16. November 1981

Wer ist jung oder sehr jung?

Darüber gab es einen Disput als Schmidts aus Hoyerswerda hier zu Besuch waren. Libuda als 30-jähriger Maler sei sehr jung, betonte Schmidt. (Mir scheint, dahinter steckt etwas wehmütige Koketterie mit dem eigenen Älterwerden.) Ich polemisierte gegen diese Betonung (seine Frau auf meiner Seite).

In dieser zufälligen Meinungsverschiedenheit drückt sich Gesellschaftliches aus, etwa die (unbewußte) Vorstellung von einer sinnvollen und sehr ausgebauten Hierarchie in dieser Gesellschaft, etwa so:

Man muß erst alle Schulen durchlaufen haben (und wir haben viele davon), bevor man beginnen kann, sich ganz verantwortlich auf die eigenen Füße zu stellen.Und solange wird man als “sehr jung” klassifiziert.

Was aber, wenn das brave Durchlaufen aller Schulen und Förderungsformen darauf hinausläuft (zumindest oft), Umwege zu gehen und sich schwerer selbst zu finden? (Weil nämlich die Hierarchie gar nicht so sinnvoll und vor allem gar nicht so lebensnah ist.)
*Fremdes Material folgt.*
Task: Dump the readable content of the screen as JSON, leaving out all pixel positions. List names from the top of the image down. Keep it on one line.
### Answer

Noch schärfer formuliert (fast bösartig) kann man dieses „jung machen“, “jung reden” der Menschen als eine Form ihrer sanften, schleichenden Entmündigung betrachten. Erwachsen sind sie dann erst, wenn sie angepaßt (und initiativlos) bzw. ausgerichtet (und aktiv) sind.
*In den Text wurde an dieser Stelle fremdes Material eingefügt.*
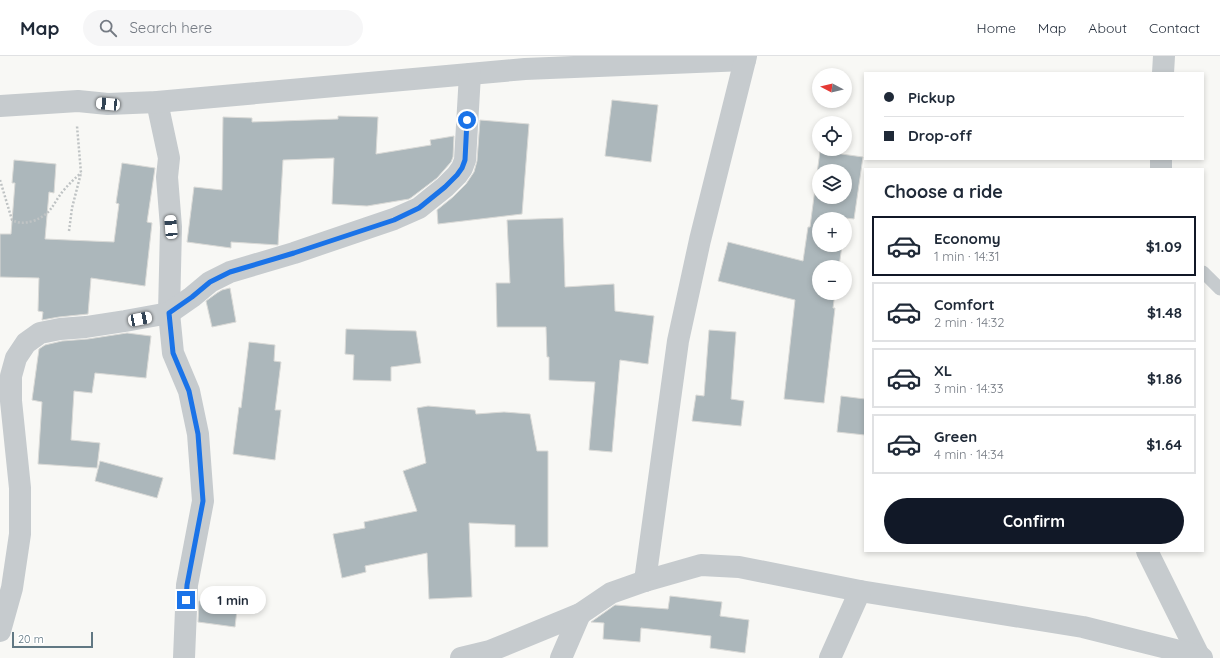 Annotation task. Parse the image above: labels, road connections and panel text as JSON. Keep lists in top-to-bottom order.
{
  "scale_bar": "20 m",
  "north": "left",
  "page": {
    "header": "Map",
    "search": "Search here",
    "nav": [
      "Home",
      "Map",
      "About",
      "Contact"
    ],
    "map_buttons": ["+", "−"],
    "banner": ["Pickup", "Drop-off"],
    "heading": "Choose a ride",
    "list": [
      {
        "name": "Economy",
        "note": "1 min · 14:31",
        "value": "$1.09"
      },
      {
        "name": "Comfort",
        "note": "2 min · 14:32",
        "value": "$1.48"
      },
      {
        "name": "XL",
        "note": "3 min · 14:33",
        "value": "$1.86"
      },
      {
        "name": "Green",
        "note": "4 min · 14:34",
        "value": "$1.64"
      }
    ],
    "buttons": "Confirm",
    "bubble": "1 min",
    "scale": "20 m"
  }
} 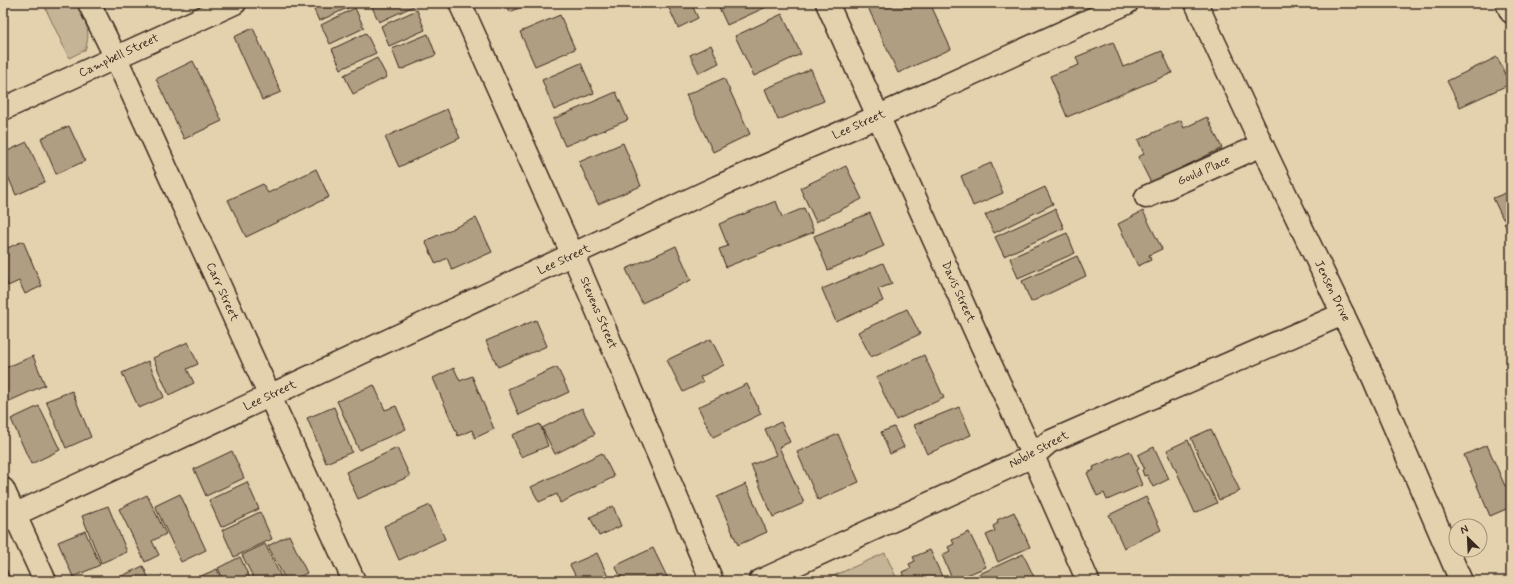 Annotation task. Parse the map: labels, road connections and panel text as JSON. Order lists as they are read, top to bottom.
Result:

Solche Deutungen des Jungseins, wie ich sie hier anbiete, sind von niemandem verordnet. Sie scheinen zur Alterspsychologie dieser Gesellschaft zu gehören.
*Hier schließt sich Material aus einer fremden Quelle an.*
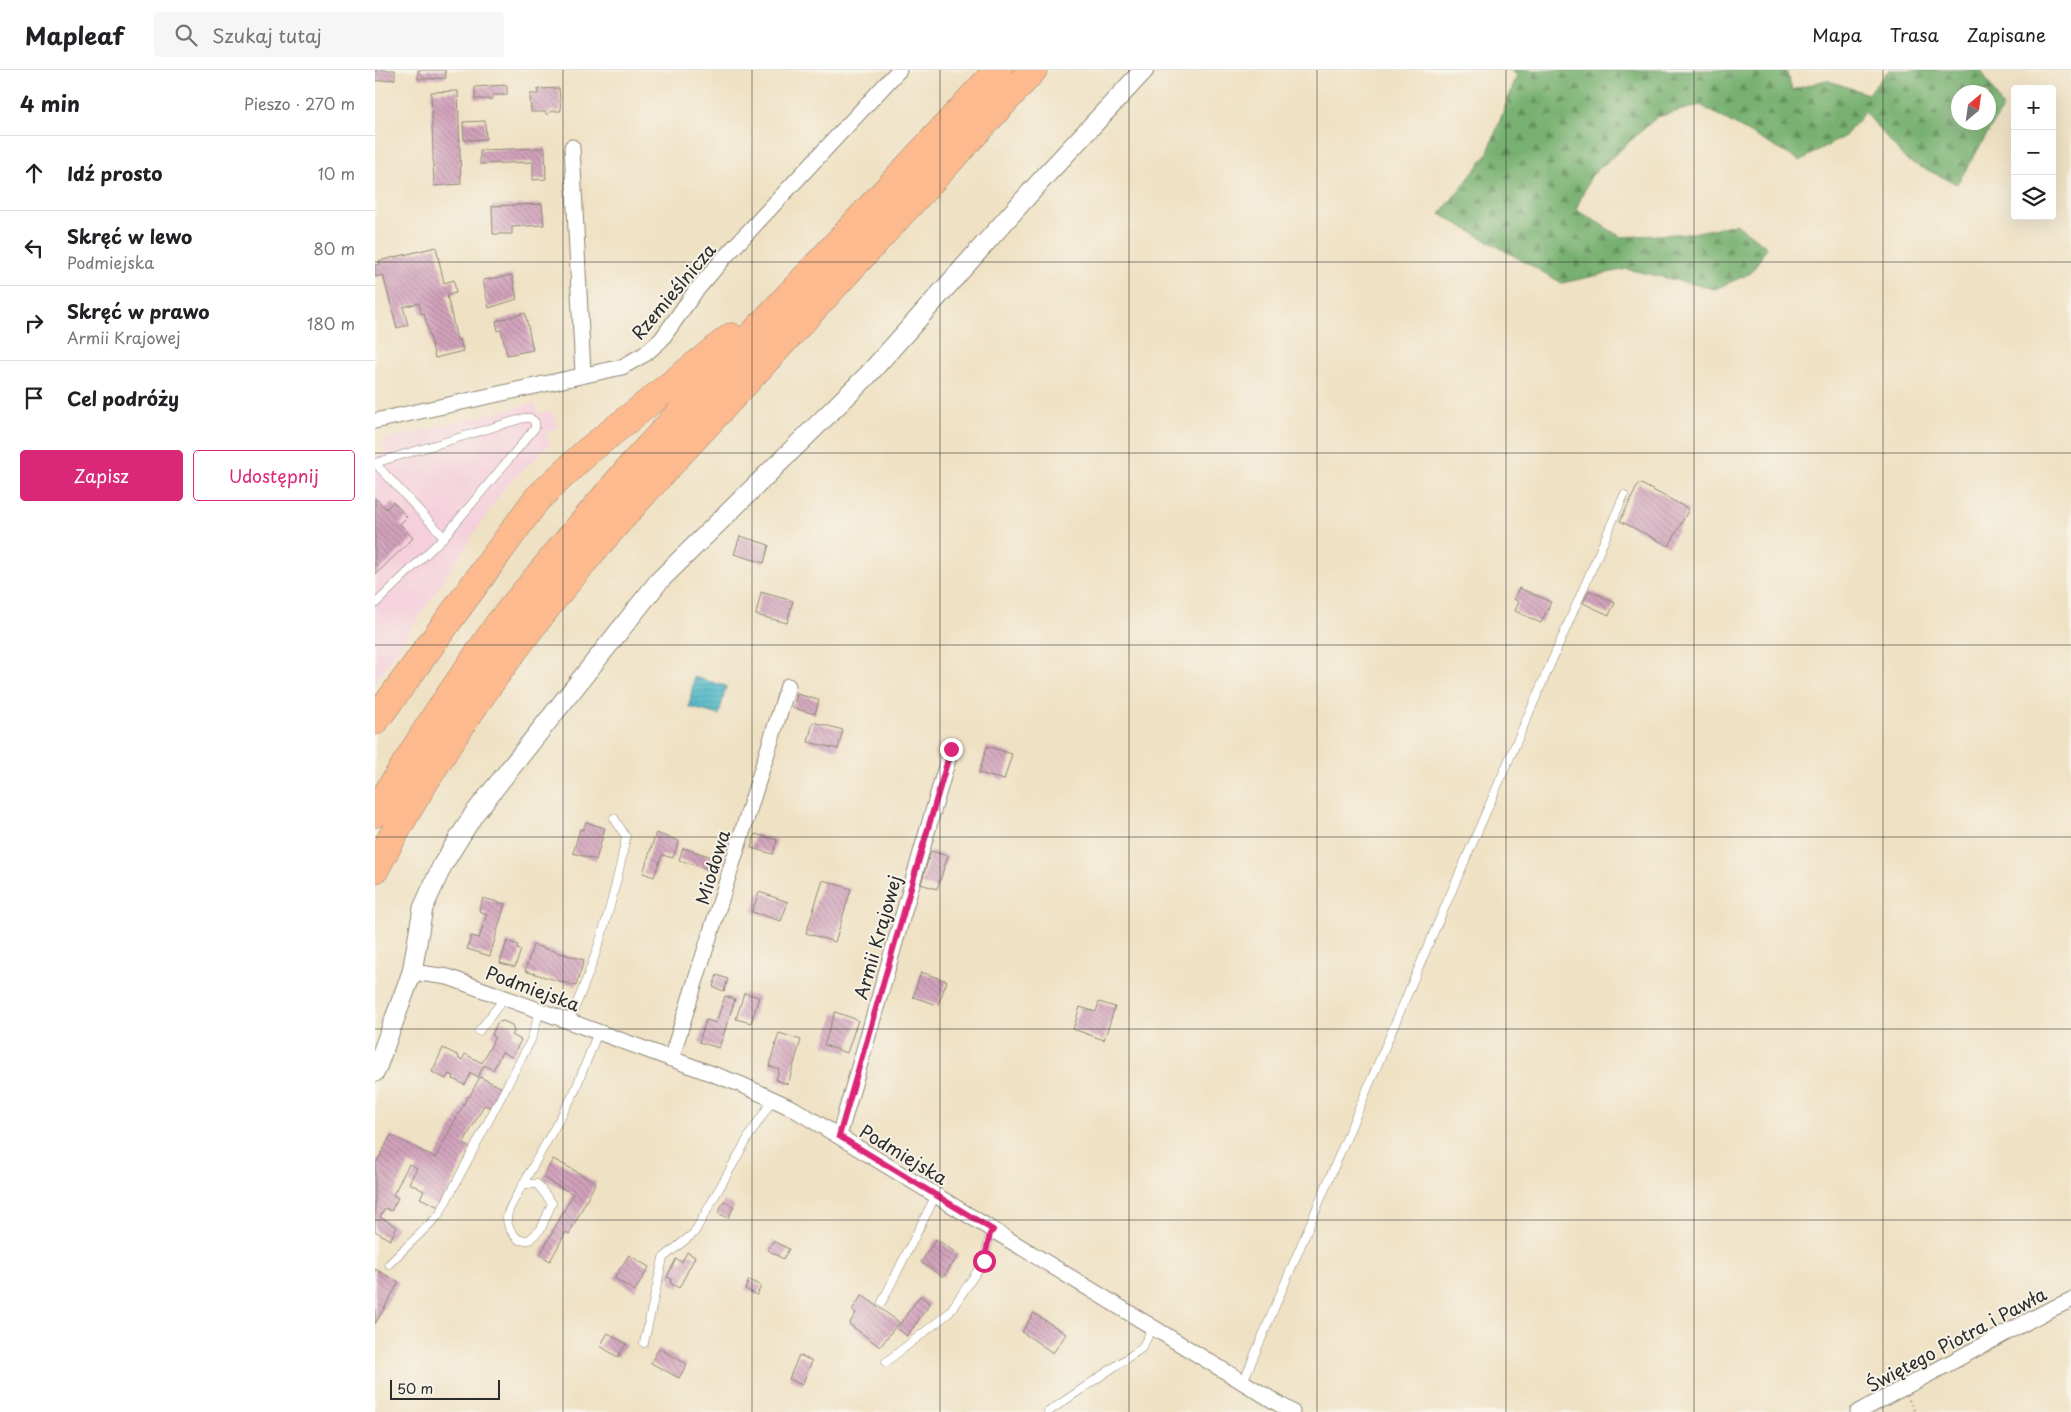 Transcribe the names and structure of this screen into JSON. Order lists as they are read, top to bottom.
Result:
{
  "streets": {
    "street": [
      "Rzemieślnicza",
      "Miodowa",
      "Armii Krajowej",
      "Podmiejska",
      "Świętego Piotra i Pawła"
    ]
  },
  "crossings": [
    ["Miodowa", "Podmiejska"],
    ["Armii Krajowej", "Podmiejska"]
  ],
  "scale_bar": "50 m",
  "north": "top right",
  "page": {
    "header": "Mapleaf",
    "search": "Szukaj tutaj",
    "nav": ["Mapa", "Trasa", "Zapisane"],
    "heading": ["4 min", "Pieszo · 270 m"],
    "map_buttons": ["+", "−"],
    "list": [
      ["Idź prosto", "10 m"],
      ["Skręć w lewo", "Podmiejska", "80 m"],
      ["Skręć w prawo", "Armii Krajowej", "180 m"],
      "Cel podróży"
    ],
    "buttons": ["Zapisz", "Udostępnij"],
    "scale": "50 m"
  }
}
Wissenschaftsfeindlichkeit (in ganz verschiedenen Formen) wird bei Manchen, besonders Künstlern, zur Position. Vgl.”Weimarer Beiträge” 10/81 Artikel von E. Geißler darüber, wie Mitglieder der Akademie der Künste Erkenntnisse der Molekularbiologie (Genetik) aufnahmen, vergl. die Reaktion von L. und Eva, als ich das “Entwicklungswunder Mensch” präsentierte.

Solche Erscheinungen sind kritikwürdig. Aber mir scheint, auch was Wissenschaft (und Philosophie) ist, was sie kann und soll, muß besser, lebendiger bestimmt werden. Wissenschaft und Praxis.

Wenn ich von der Arbeit nach Hause komme, mache ich es mir “in fliegender Hast” “gemütlich”: Rundfunk an, Kaffee gekocht, Kuchen geschlungen, Zeitung oder was anderes gelesen – alles gleichzeitig.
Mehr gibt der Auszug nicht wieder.